Künstliche Intelligenz als Problemlöser
Selbst jetzt, wo die Automatisierung von Fabriken extrem voranschreitet, sind zahlreiche Prozesse in der Fertigung nach wie vor von manuellen Tätigkeiten geprägt. Ganz besonders trifft das auch die Qualitätskontrolle zu. Hier gibt es durch künstliche Intelligenz in Kombination mit Kameratechnik allerdings neue Möglichkeiten zur Automatisierung der Prozesse.

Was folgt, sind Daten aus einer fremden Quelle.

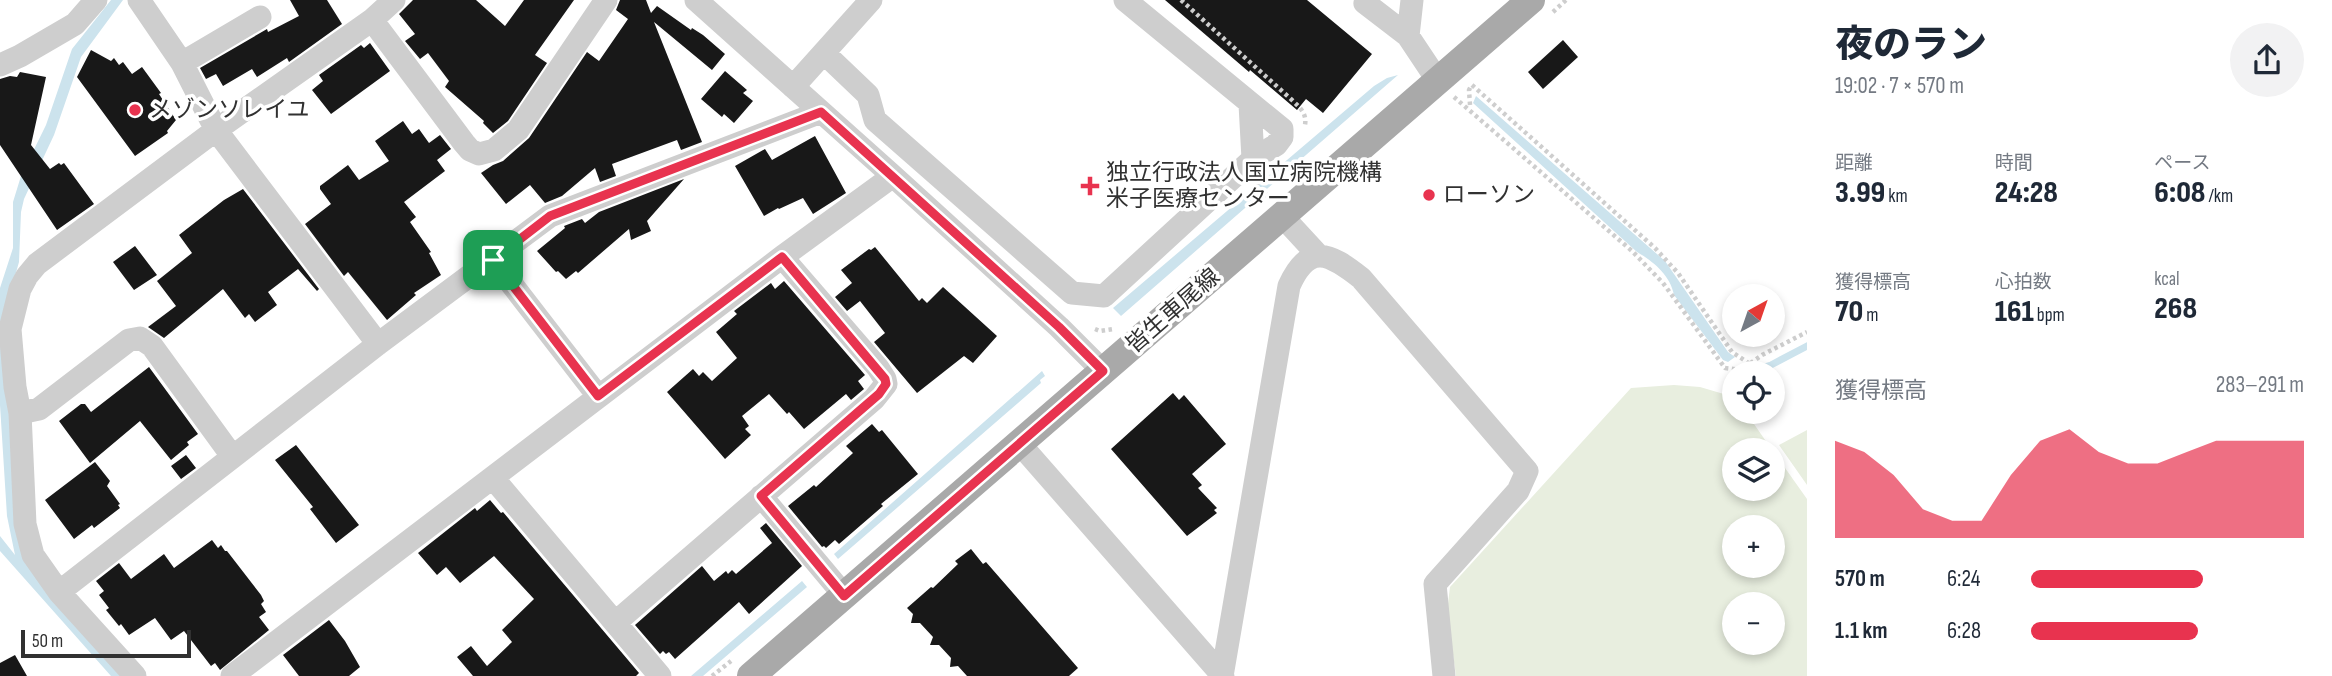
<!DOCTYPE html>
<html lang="ja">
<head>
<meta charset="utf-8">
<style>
	:root { --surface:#fff; --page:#f2f2f3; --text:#1f2937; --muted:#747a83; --accent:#e8334f }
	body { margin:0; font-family:"Sofia Sans Condensed","Noto Sans JP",sans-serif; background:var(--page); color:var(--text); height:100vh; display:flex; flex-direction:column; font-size:26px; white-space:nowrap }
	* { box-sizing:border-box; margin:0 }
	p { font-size:23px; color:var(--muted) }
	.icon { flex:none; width:38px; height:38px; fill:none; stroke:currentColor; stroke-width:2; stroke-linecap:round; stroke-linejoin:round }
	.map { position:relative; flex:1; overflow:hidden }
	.panel { display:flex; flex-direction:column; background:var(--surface); width:525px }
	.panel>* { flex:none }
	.needle { width:46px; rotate:40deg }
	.controls { position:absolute; left:1722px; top:284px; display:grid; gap:14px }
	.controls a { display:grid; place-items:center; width:63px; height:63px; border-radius:50%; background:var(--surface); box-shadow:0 4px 10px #0003; font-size:35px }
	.scale { position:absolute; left:21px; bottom:18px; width:170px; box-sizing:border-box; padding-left:7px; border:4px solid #313131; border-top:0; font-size:19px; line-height:24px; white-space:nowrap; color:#313131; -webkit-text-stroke:5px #fff; paint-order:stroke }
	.pin { position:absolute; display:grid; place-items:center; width:60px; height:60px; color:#fff; margin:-30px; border-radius:14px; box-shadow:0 4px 10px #0006 }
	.round { display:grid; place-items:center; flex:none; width:74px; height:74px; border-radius:37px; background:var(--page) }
	.summary { display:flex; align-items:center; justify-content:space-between; height:119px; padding:0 28px }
	h1 { font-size:38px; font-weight:800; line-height:52px }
	.metrics { display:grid; grid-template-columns:repeat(3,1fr); gap:10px; height:119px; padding:7px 28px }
	.metrics div { display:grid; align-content:center }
	.metrics b { font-size:30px; font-weight:800 }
	.metrics small { font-size:19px; font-weight:400 }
	.metrics p { font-size:19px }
	.chart { height:196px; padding:14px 28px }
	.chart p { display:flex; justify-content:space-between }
	.chart svg { width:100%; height:126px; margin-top:7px; fill:var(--accent); opacity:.7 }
	ul { padding:0 28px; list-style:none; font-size:23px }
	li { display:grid; grid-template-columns:112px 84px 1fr; align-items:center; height:52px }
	li i { height:18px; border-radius:9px; background:var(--accent) }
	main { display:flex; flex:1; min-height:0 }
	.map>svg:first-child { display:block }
	.green { fill:#e8eedf; fill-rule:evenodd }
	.water { fill:#cce3ed }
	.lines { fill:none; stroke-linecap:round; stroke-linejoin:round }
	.stream { stroke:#cce3ed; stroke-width:7 }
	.building { fill:#181818 }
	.path { stroke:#cecece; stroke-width:4.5; stroke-dasharray:3.5 3.5; stroke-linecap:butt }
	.minor { stroke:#cecece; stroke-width:23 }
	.major { stroke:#a9a9a9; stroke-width:28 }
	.route-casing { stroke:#fff; stroke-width:14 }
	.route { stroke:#e8334f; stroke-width:9 }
	.poi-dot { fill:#e8334f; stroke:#fff; stroke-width:2.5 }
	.labels { text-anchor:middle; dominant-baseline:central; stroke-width:7; stroke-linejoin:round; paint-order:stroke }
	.poi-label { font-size:23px; fill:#313131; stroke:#fff; text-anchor:start }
	.street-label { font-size:23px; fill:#313131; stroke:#fff }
</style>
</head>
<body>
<main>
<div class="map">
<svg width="1807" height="676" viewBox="0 0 1807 676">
	<rect width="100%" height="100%" fill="#fff"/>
	<path class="green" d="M1674,385L1700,387L1734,397V411H1745L1772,450H1734V488H1773V451L1807,499V676H1456L1447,612L1450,587L1631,388ZM1734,527H1773V565H1734ZM1734,604H1773V642H1734Z
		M1807,430V485L1779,445Z"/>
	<path class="water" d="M111,0H123L81,57L54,135L24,199L21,212L19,262L0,329L10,419L15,521L122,676H111L0,551V536L15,555L7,516L0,405V288L13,248V202L21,176L46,125L72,49Z
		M1398,75L1121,316L1113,308L1374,86L1387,78Z
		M1476,96L1665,261L1728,352L1735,357L1728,362L1723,360L1674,295C1670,275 1654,262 1637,252L1473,103Z
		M1042,371L1045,376L1040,380L1041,383L838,559L834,554Z
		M802,581L807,587L703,676H691Z"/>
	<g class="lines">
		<path class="stream" d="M1758,369L1771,365L1807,346"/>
	</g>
	<path class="building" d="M290,0H327L342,24L289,62L287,58L257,77L252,69L223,86L216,74L206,79L200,68L267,29L268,32L299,16Z
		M413,0H476L505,26L524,0H574L535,55L547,63L508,121L493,133L483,123L484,121L445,87L449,81L428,53L420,59L405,41L415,34L399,14Z
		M620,0H646L651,13L657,6L691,30L692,28L703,35L725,54L712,70L654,22L702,142L681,150L677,140L612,164L616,176L600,182L595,168L562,196L545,203L530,185L506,204L481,173L493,165L503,161L529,138L587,52L599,61L628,19L616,10Z
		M1165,0H1307L1372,54L1323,113L1306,99L1297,110L1250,70L1249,72Z
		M1563,40L1578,57L1543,89L1528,72Z
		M370,43L390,71L331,114L312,90L323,81L319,75L361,45L364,48Z
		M91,50L111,61L114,58L119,65L123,62L132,74L142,67L161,93L159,94L176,120L167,131L168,133L135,156L77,77Z
		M725,71L747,90L743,93L753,101L734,123L724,114L722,117L701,99Z
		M20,72L46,77L31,145L50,169L59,163L61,165L64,163L94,204L57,230L0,145V79L10,76L17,77Z
		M403,121L412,134L419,129L429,143L440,135L451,149L437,160L445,171L404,202L416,217L410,222L431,252L429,253L441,275L414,293L416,295L387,320L348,272L344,276L305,224L331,204L320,189V186L348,165L359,180L389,161L375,141Z
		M815,136L846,193L813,214L803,198L779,209L778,208L764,216L735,166L765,149L772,160Z
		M684,179L647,221L651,231L631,240L629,229L578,273L576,271L566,279L558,271L556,272L537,251L565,228L564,226L582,219L585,223L599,212Z
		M243,189L319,289L317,291L298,269L268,292L277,305L255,322L249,314L245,318L223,289L164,338L148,327L176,306L157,281L192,253L179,235L224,200Z
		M135,246L157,275L134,290L113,262Z
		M875,247L919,301L922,298L927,303L943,287L997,336L973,363L964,356L917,393L874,342L885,333L860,301L847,311L835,297L852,283L841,270L869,249L871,250Z
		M784,281L865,375L858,381L864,389L851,400L846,394L804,429L789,412L787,414L769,394L742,416L749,426L745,429L751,435L725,459L667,392L693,369L699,376L703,372L712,381L737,358L716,332L737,314L734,311L771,283L775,289Z
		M149,367L198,434L187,442L189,445L171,460L140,421L90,463L59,421L81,404H85L91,412Z
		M1173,393L1179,400L1184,395L1226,444L1192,474L1202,485L1198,488L1217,508L1214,510L1217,513L1187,536L1111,449Z
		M872,424L879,432L882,430L918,474L881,504L883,506L839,544L835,540L826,548L824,546L822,547L788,506L814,485L816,487L853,453L846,446Z
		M296,445L359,525L336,543L310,509L313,507L275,460Z
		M186,455L196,468L181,479L171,466Z
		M95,462L110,481L107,486L120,504L118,505L120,508L94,528L92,525L74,539L45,500Z
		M490,500L501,513L503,512L639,673L636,676H473L457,657L471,646L487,666L512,642L502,630L534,599L494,556L460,583L446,567L437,575L418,553L475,508L477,511Z
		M766,523L802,566L749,614L739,602L675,659L669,652L666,654L663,651L660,654L635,625L702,566L714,581L726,571L728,574L732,570L736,574L772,543L760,528Z
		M212,540L218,548L221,545L225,551H227L261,595L264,601L261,604L266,612L259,617L269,630L220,670L215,663L211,666L184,631L171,640L155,618L129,635L121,624L119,626L106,610L109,608L99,595L104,591L96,581L119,563L131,579L164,554L174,568Z
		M971,549L983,564L986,562L1078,668L1069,676H967L958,666L950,667L951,658L939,645H930L933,637L920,623H911L913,614L907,608L931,587L933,588L958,564L955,561Z
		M329,620L345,641L360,667L349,676H299L283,655Z
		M15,655L27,676H0V663Z"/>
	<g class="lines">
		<path class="path" d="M1181,0L1292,100C1300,108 1307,113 1305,125
			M1553,12L1566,0
			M1472,85L1655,248L1678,273L1732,352L1750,364
			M1454,97L1632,251L1663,283L1725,368L1741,370L1762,355L1807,332
			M1470,105L1469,90L1471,86
			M1256,183L1269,198
			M1095,329L1100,331L1113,329
			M712,676L731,661"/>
		<path class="minor" d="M139,0L182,63L216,130L378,344
			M696,0L893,176L1059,327L1103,371
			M1125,0L1282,129V137L1276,145L1253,159
			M1366,0L1365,3L1408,36
			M1412,0L1408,36L1438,81
			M372,20L464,143L470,150L479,154L494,150L518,130L606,0
			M824,53L868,95L875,120L1072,293L1104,296L1253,159L1250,104
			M182,63L260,17
			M0,65L20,56L75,24L96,0
			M793,87L871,0
			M1283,217L1319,256
			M493,260L598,396
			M20,413L39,409L129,340L140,338L152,346L232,456
			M1019,443L1223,676
			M493,478L660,676
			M761,496L844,595
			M59,592L378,344L550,216L821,112
			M616,622L874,399L886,384L885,379L878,368L782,257
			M135,676L59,592L33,555L25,524L20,413L15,387L10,329L20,289L27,276L37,264L216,130L372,20L394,0
			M232,676L782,257L893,176
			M1222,676L1289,286C1309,242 1329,253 1361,278L1527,471L1518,491L1435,584L1444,676"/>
		<path class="major" d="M751,676L1531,0"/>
	</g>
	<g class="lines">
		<defs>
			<path id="route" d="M821,112L1059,327L1103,371L844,596L761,496L879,394L886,384L885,379L782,257L598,396L493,260L550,216Z"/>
		</defs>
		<use href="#route" class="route-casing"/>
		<use href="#route" class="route"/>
	</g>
	<g class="poi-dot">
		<circle cx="135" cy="110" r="7"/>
		<path d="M1086.5 175.5h7v7h7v7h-7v7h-7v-7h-7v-7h7z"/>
		<circle cx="1429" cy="195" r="7"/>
	</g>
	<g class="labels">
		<g class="poi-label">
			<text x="149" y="110">メゾンソレイユ</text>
			<text x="1106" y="173">独立行政法人国立病院機構<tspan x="1106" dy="26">米子医療センター</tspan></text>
			<text x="1443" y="195">ローソン</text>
		</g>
		<g class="street-label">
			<text transform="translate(1173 311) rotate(-41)">皆生車尾線</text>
		</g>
	</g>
</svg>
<div class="controls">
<a><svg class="needle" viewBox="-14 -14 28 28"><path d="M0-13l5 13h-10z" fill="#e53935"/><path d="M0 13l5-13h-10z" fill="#747a83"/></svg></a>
<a><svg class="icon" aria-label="locate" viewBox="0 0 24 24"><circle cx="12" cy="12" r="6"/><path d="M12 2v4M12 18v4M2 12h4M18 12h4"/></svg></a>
<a><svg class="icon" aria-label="layers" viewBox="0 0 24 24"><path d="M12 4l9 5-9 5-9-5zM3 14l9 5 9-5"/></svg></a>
<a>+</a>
<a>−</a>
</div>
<div class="scale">50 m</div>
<div class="pin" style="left:493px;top:260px;background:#1e9e55"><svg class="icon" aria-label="arrive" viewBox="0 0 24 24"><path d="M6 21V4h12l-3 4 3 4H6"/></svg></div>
</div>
<section class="panel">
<div class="summary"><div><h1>夜のラン</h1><p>19:02 · 7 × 570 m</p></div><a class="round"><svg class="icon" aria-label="share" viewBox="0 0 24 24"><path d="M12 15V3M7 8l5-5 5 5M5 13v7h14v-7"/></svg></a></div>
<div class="metrics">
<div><p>距離</p><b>3.99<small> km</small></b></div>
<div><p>時間</p><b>24:28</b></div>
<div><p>ペース</p><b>6:08<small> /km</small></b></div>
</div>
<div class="metrics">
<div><p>獲得標高</p><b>70<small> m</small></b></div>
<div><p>心拍数</p><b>161<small> bpm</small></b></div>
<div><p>kcal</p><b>268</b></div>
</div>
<div class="chart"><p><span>獲得標高</span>283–291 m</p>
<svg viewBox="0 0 160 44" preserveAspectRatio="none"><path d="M0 44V10L10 14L20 22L30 34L40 38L50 38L60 22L70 10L80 6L90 14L100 18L110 18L120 14L130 10L140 10L150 10L160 10V44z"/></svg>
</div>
<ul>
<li><b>570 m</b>6:24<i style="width:63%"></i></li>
<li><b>1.1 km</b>6:28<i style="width:61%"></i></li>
</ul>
</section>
</main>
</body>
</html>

Steigende Produktionskosten, Fachkräftemangel, Digitalisierung: Diese Trends machen vor keiner Branche Halt. Hinzu kommen hohe Ansprüche an Präzision und Qualität. Manuelle Prozesse können die Erwartungen an einen reibungslosen Arbeitsablauf, an das Produkt, aber auch an die Ressourceneffizienz kaum noch erfüllen.
Die manuelle Qualitätskontrolle hat darüber hinaus spezifische Schwächen: Sie ist zeitaufwändig und die Genauigkeit der Prüfungen hängt naturgemäß von der Qualifikation und der Tagesform der Mitarbeiter ab. Insbesondere in strukturschwachen Regionen sind Mitarbeiter zudem immer schwerer zu finden.

Oberflächendefekte aus Metall sind mi KI-Algorithmen gut zu erkennen.
Diese Fakten verdeutlichen, dass die Automatisierung von Qualitätskontrollen in vielerlei Hinsicht Vorteile bringt. Der Gedanke, Qualitätskontrollen zu automatisieren, ist dabei nicht neu. Bereits seit einiger Zeit setzen Unternehmen Kameras und Bildverarbeitungssoftware ein, um ihre Produkte zu überprüfen. In bestimmten Szenarien funktioniert die Technologie, die auf der Entwicklung von Regeln für die Fehlererkennung beruht, auch sehr zuverlässig. Allerdings sind die Grenzen schnell erreicht, wenn eine hohe Fehlervariabilität vorliegt. Dies ist beispielsweise der Fall, wenn Kratzer, Risse oder Einschlüsse auf Oberflächen unterschiedliche Formen annehmen oder an verschiedenen Stellen eines Produkts auftreten können. Diese Variabilität ist schwer in Regeln zu definieren und kann im Einsatz in der Produktionslinie bei falscher Erkennung zu hohem Pseudoausschuss führen.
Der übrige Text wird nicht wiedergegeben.